Background

Artificial intelligence (AI) techniques are getting popular and utilized in various products and services. While the cloud-based AI techniques have been used to perform compute/memory intensive inferences because of the powerful servers on cloud, on-device AI technologies are recently drawing attention from the mobile industry for response time reduction, privacy protection, and connection-less AI service. Big mobile players are investing their research effort in the on-device AI technologies and have already announced hardware and software on-device AI solutions. We are not leading this trend currently, but since on-device AI area has just started and remains in the initial stage, there are still opportunities and possibilities to reduce the gap between pioneers and us. We believe that on-device AI will become a key differentiator for mobile phones, TV, and other home appliances. Therefore, developing on-device AI software stack is of paramount importance in order to take leadership in the on-device AI technology.

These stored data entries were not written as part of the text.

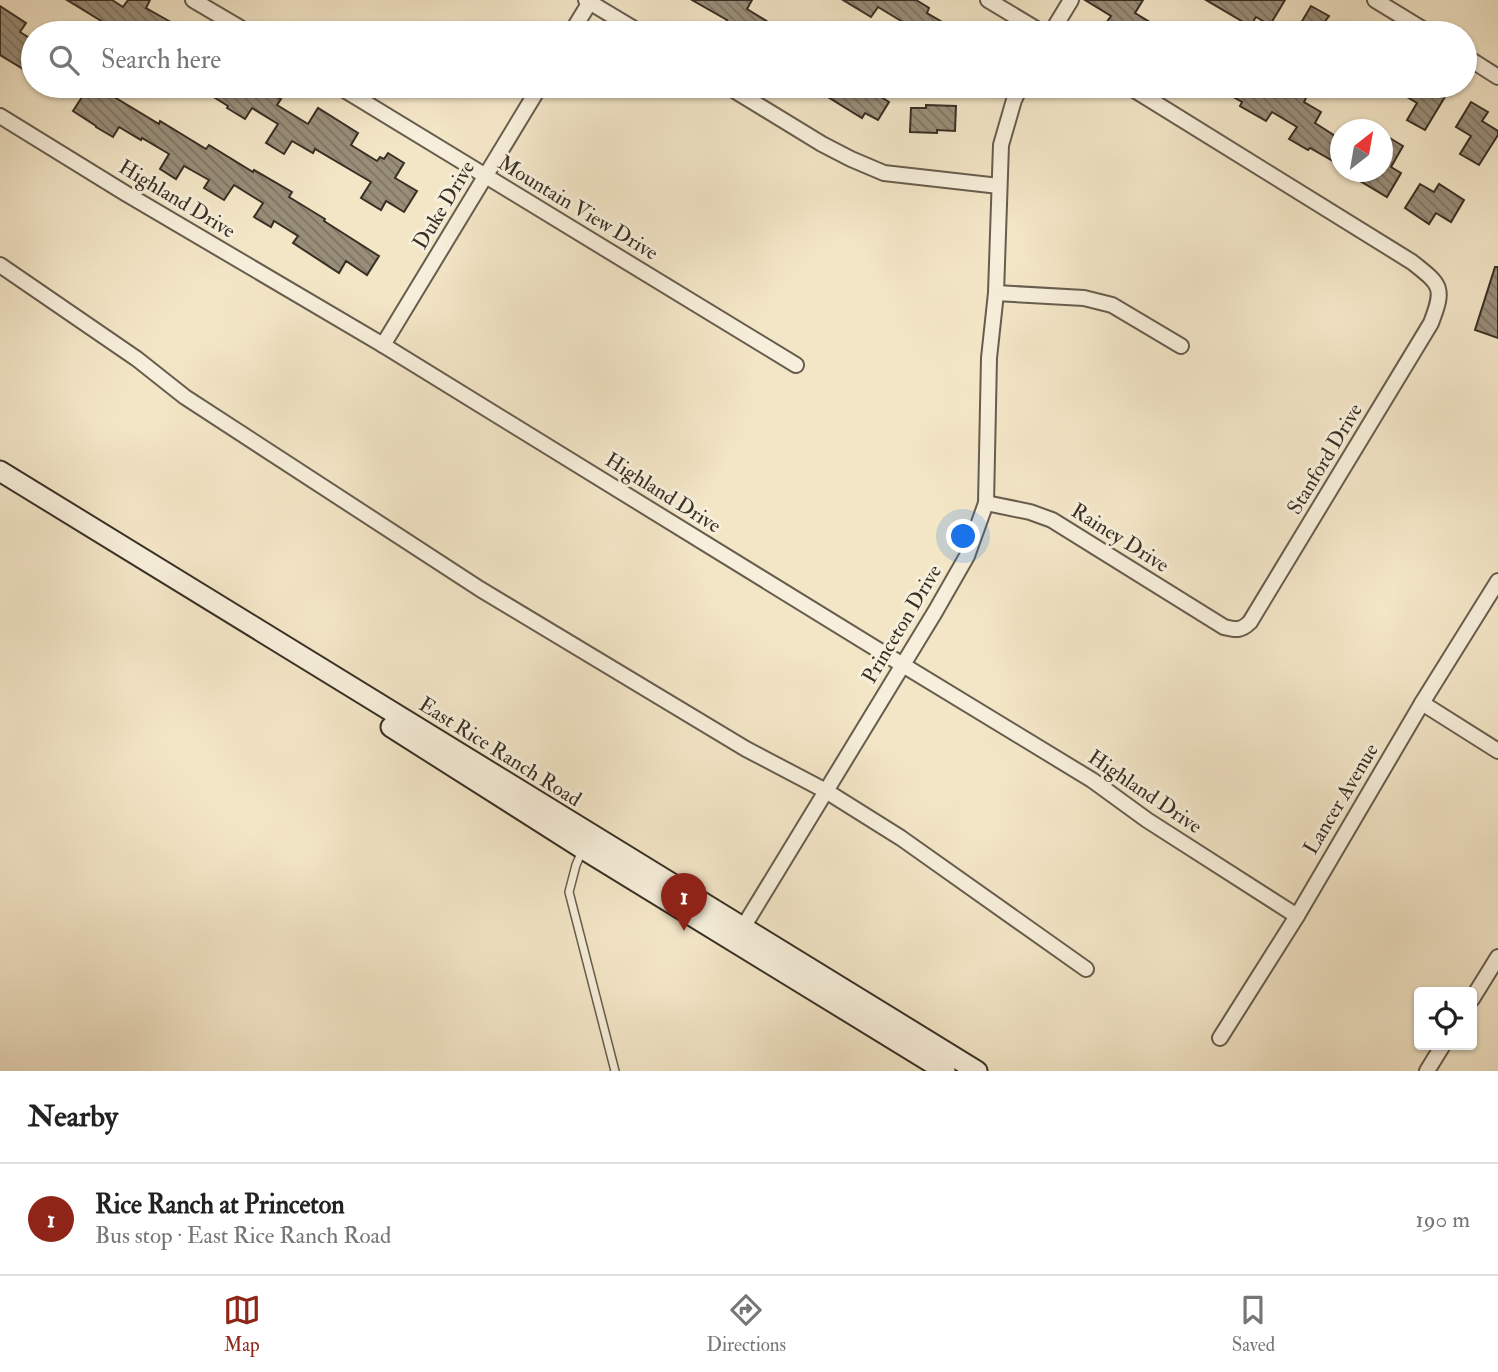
<!DOCTYPE html>
<meta charset="utf-8">
<style>
:root{--surface:#fff;--page:#f6f6f6;--text:#222;--muted:#767676;--line:#e0e0e0;--accent:#8f2418}
body{margin:0;font-family:"IM FELL Double Pica",serif;background:var(--page);color:var(--text)}
.controls{position:absolute;right:21px;bottom:21px;display:grid;overflow:hidden;border-radius:7px;box-shadow:0 2px 5px #0004}
.controls button{width:63px;height:63px;display:grid;place-items:center;padding:0;border:0;border-bottom:2px solid var(--line);background:var(--surface);color:var(--text);font:35px sans-serif}
.compass{position:absolute;left:1330px;top:119px;width:63px;height:63px;border-radius:50%;background:var(--surface);box-shadow:0 2px 5px #0004;rotate:31deg}
.you{position:absolute;left:964px;top:537px;width:24px;height:24px;margin:-18px;border:5px solid #fff;border-radius:50%;background:#1a73e8;box-shadow:0 0 0 10px #1a73e833}
.badge{display:grid;place-items:center;width:46px;height:46px;border-radius:50%;background:var(--accent);color:#fff;font-size:23px;font-weight:700}
.pin{position:absolute;translate:-50% -58px;filter:drop-shadow(0 2px 4px #0008)}
.pin::after{content:'';position:absolute;top:37px;width:24px;height:21px;background:inherit;clip-path:polygon(0 0,100% 0,50% 100%)}
.list{margin:0;padding:0;list-style:none}
h2{display:flex;justify-content:space-between;align-items:center;height:91px;margin:0;padding:0 28px;font-size:30px}
h2 small{font-size:23px;font-weight:400;color:var(--muted)}
.list li{display:grid;grid-template-columns:46px 1fr auto;gap:21px;align-items:center;box-sizing:border-box;height:112px;padding:0 28px;border-top:2px solid var(--line)}
.list b{display:block;font-size:26px;white-space:nowrap}
.list p{margin:0;font-size:23px;white-space:nowrap;color:var(--muted)}
.list em{font-size:23px;font-style:normal;color:var(--muted)}
.icon{flex:none;width:38px;height:38px;fill:none;stroke:currentColor;stroke-width:2;stroke-linecap:round;stroke-linejoin:round}
.map{position:relative;flex:none;width:1498px;height:1071px;overflow:hidden}
.search{position:absolute;background:var(--surface);box-shadow:0 2px 5px #0004;left:21px;right:21px;top:21px;height:77px;display:flex;align-items:center;gap:18px;box-sizing:border-box;padding:0 24px;border-radius:38px;color:var(--muted);font-size:26px}
.sheet{height:203px;background:var(--surface)}
nav{display:flex;justify-content:space-around;align-items:center;box-sizing:border-box;height:98px;border-top:2px solid var(--line);background:var(--surface);font-size:19px;color:var(--muted)}
nav a{display:grid;justify-items:center;gap:4px}
nav .on{color:var(--accent)}
.map>svg:first-child{display:block}
</style>
<div class="map">
<svg width="1498" height="1071" viewBox="0 0 1498 1071">
<defs>
<pattern id="building-back-hatch" width="6" height="6" patternUnits="userSpaceOnUse" patternTransform="scale(1.75)"><rect width="6" height="6" fill="#998e79"/><path d="M-1 5l2 2M0 0l6 6M5-1l2 2" fill="none" stroke="#7e7463"/></pattern>
</defs>
<rect width="100%" height="100%" fill="#f3e6c7"/>
<filter id="stains"><feTurbulence type="fractalNoise" baseFrequency=".00286" numOctaves="4"/><feColorMatrix values="0 0 0 0 .2 0 0 0 0 .09 0 0 0 0 .02 0 0 0 .5 -.17"/></filter>
<radialGradient id="worn" r=".72"><stop offset=".6" stop-color="#630" stop-opacity="0"/><stop offset="1" stop-color="#630" stop-opacity=".3"/></radialGradient>
<g fill="url(#building-back-hatch)" stroke="#382f24" stroke-width="2">
<polygon points="67,0 112,0 123,7 128,0 150,0 146,8 169,21 162,33 121,33"/>
<polygon points="692,0 752,0 747,9 786,33 719,33 727,20"/>
<polygon points="843,0 916,0 929,8 927,13 961,33 921,33 878,7 871,17"/>
<polygon points="1085,0 1143,0 1135,13 1168,33 1116,33 1104,26 1111,16"/>
<polygon points="1206,0 1285,0 1270,25 1256,17 1250,26"/>
<polygon points="0,6 26,23 20,32 33,40 33,75 0,55"/>
<polygon points="1311,6 1329,16 1323,24 1338,33 1295,33"/>
<polygon points="65,86 110,86 106,92 159,124 160,121 206,149 209,145 253,172 254,170 292,192 289,197 325,219 324,221 379,256 367,275 346,261 339,273 293,243 298,236 274,221 271,227 254,217 263,203 234,185 224,200 204,188 209,180 184,166 176,179 160,169 169,154 142,138 141,140 119,127 113,137 96,127 96,126 73,111 82,97"/>
<polygon points="196,86 258,86 281,99 277,105 308,124 318,108 358,133 351,145 377,161 380,157 384,159 388,153 404,163 395,178 417,191 404,212 386,201 381,210 361,198 371,182 315,149 313,153 292,141 284,154 266,143 278,124 252,108 245,119 227,108 228,106"/>
<polygon points="810,86 864,86 889,102 878,120 865,113 862,118"/>
<polygon points="1214,86 1285,86 1306,98 1304,102 1321,112 1315,123 1340,139 1340,165 1310,148 1308,150 1289,139 1297,127 1272,112 1266,121 1240,106 1242,102"/>
<polygon points="1407,86 1430,86 1446,95 1425,130 1407,120 1417,103 1402,94"/>
<polygon points="1471,102 1488,112 1482,121 1498,131 1498,135 1479,165 1460,154 1471,136 1456,127"/>
<polygon points="926,105 956,106 955,131 937,130 937,133 910,132 911,108 926,108"/>
<polygon points="1388,137 1403,146 1391,167 1401,173 1387,197 1345,172 1382,172 1382,146"/>
<polygon points="1420,184 1434,192 1439,184 1464,200 1451,222 1436,213 1429,224 1405,208"/>
<polygon points="1495,267 1498,267 1498,338 1475,330"/>
</g>
<g fill="none" stroke-linecap="round" stroke-linejoin="round">
<defs>
<polyline id="lane" points="582,851 576,865 569,892 615,1071"/>
<g id="street">
<polyline points="193,0 249,33"/>
<polyline points="586,0 641,33"/>
<polyline points="988,0 1043,33"/>
<polyline points="1375,0 1429,33"/>
<polyline points="571,33 590,2"/>
<polyline points="1051,33 1071,0"/>
<polyline points="1465,56 1498,77"/>
<polyline points="338,86 796,365"/>
<polyline points="727,86 822,144 851,159 884,173 999,186"/>
<polyline points="0,116 125,193 383,345 875,648 1092,780 1147,820 1297,916"/>
<polyline points="0,265 137,359 185,397 480,589 746,749 826,791 901,838 1086,969"/>
<polyline points="996,293 1084,298 1112,305 1181,346"/>
<polyline points="383,345 540,86"/>
<path d="M986,503L1030,512L1052,520L1224,627C1236,630 1241,631 1250,622L1431,323C1445,287 1441,285 1412,262L1128,86"/>
<polyline points="1422,703 1498,751"/>
<polyline points="739,934 935,612 967,556 986,503 989,358 996,293 1001,145 1014,100 1021,86"/>
<polyline points="1472,999 1498,957"/>
<polyline points="1220,1038 1297,916 1422,703 1498,581"/>
<polyline points="1427,1071 1443,1045"/>
</g>
<g id="secondary">
<polyline points="0,471 977,1071"/>
<polyline points="391,727 583,849 945,1071"/>
</g>
</defs>
<use href="#lane" stroke="#675d4d" stroke-width="10"/>
<use href="#street" stroke="#675d4d" stroke-width="18"/>
<use href="#secondary" stroke="#382f24" stroke-width="23"/>
<use href="#lane" stroke="#f7efdb" stroke-width="7"/>
<use href="#street" stroke="#f7efdb" stroke-width="14"/>
<use href="#secondary" stroke="#f7efdb" stroke-width="19"/>
</g>
<g text-anchor="middle" dominant-baseline="central" stroke-width="6" stroke-linejoin="round" paint-order="stroke">
<g font-size="21" fill="#382f24" stroke="#f7efdb">
<text transform="translate(177 199) rotate(31)">Highland Drive</text>
<text transform="translate(444 205) rotate(-59)">Duke Drive</text>
<text transform="translate(578 208) rotate(31)">Mountain View Drive</text>
<text transform="translate(1325 459) rotate(-59)">Stanford Drive</text>
<text transform="translate(663 493) rotate(32)">Highland Drive</text>
<text transform="translate(1120 538) rotate(32)">Rainey Drive</text>
<text transform="translate(902 624) rotate(-59)">Princeton Drive</text>
<text transform="translate(500 752) rotate(32)">East Rice Ranch Road</text>
<text transform="translate(1145 792) rotate(34)">Highland Drive</text>
<text transform="translate(1341 799) rotate(-59)">Lancer Avenue</text>
</g>
</g>
<rect width="100%" height="100%" filter="url(#stains)"/>
<rect width="100%" height="100%" fill="url(#worn)"/>
</svg>
<div class="controls">
<button><svg class="icon" aria-label="locate" viewBox="0 0 24 24"><circle cx="12" cy="12" r="6"/><path d="M12 2v4M12 18v4M2 12h4M18 12h4"/></svg></button>
</div>
<svg class="compass" viewBox="-18 -18 36 36"><path d="M0-13l5 13h-10z" fill="#e53935"/><path d="M0 13l5-13h-10z" fill="#767676"/></svg>
<div class="you"></div>
<div class="pin badge" style="left:684px;top:931px">1</div>
<div class="search"><svg class="icon" aria-label="search" viewBox="0 0 24 24"><circle cx="10" cy="10" r="6"/><path d="M15 15l6 6"/></svg>Search here</div>
</div>
<section class="sheet">
<h2>Nearby<small></small></h2>
<ul class="list">
<li><span class="badge">1</span><div><b>Rice Ranch at Princeton</b><p>Bus stop · East Rice Ranch Road</p></div><em>190 m</em></li>
</ul>
</section>
<nav>
<a class="on"><svg class="icon" aria-label="map" viewBox="0 0 24 24"><path d="M3 6l6-2 6 2 6-2v14l-6 2-6-2-6 2zM9 4v14M15 6v14"/></svg>Map</a>
<a><svg class="icon" aria-label="directions" viewBox="0 0 24 24"><path d="M12 3l9 9-9 9-9-9zM9 14v-3h6M13 9l2 2-2 2"/></svg>Directions</a>
<a><svg class="icon" aria-label="saved" viewBox="0 0 24 24"><path d="M7 4h10v16l-5-4-5 4z"/></svg>Saved</a>
</nav>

Although the vision of on-device AI is promising, enabling on-device AI involves unique technical challenges compared to traditional cloud-based approach. This is because on-device AI tries to conduct inference tasks solely on device without connecting to cloud resources. Specifically, hardware resources on device, such as processor performance, memory capacity and power budget are very scarce and limit the compute capability, which is typically required to execute complex neural network (NN) models. For example, in one product requirement, a mobile device should consume less than 1.2W and could use at most 2W only for 10 minutes due to thermal constraints. On-device AI software stack needs to support diverse device environments, since embedded platforms may consist of heterogeneous compute devices, such as CPU, GPU, DSP, or neural processing unit (NPU), and use different OS platforms, such as Tizen, Android, or various Linux systems.

To tackle the challenges above and to have the leadership in on-device AI technology, this project, as the first step, aims at developing a neural network inference framework specialized and optimized for on-device AI.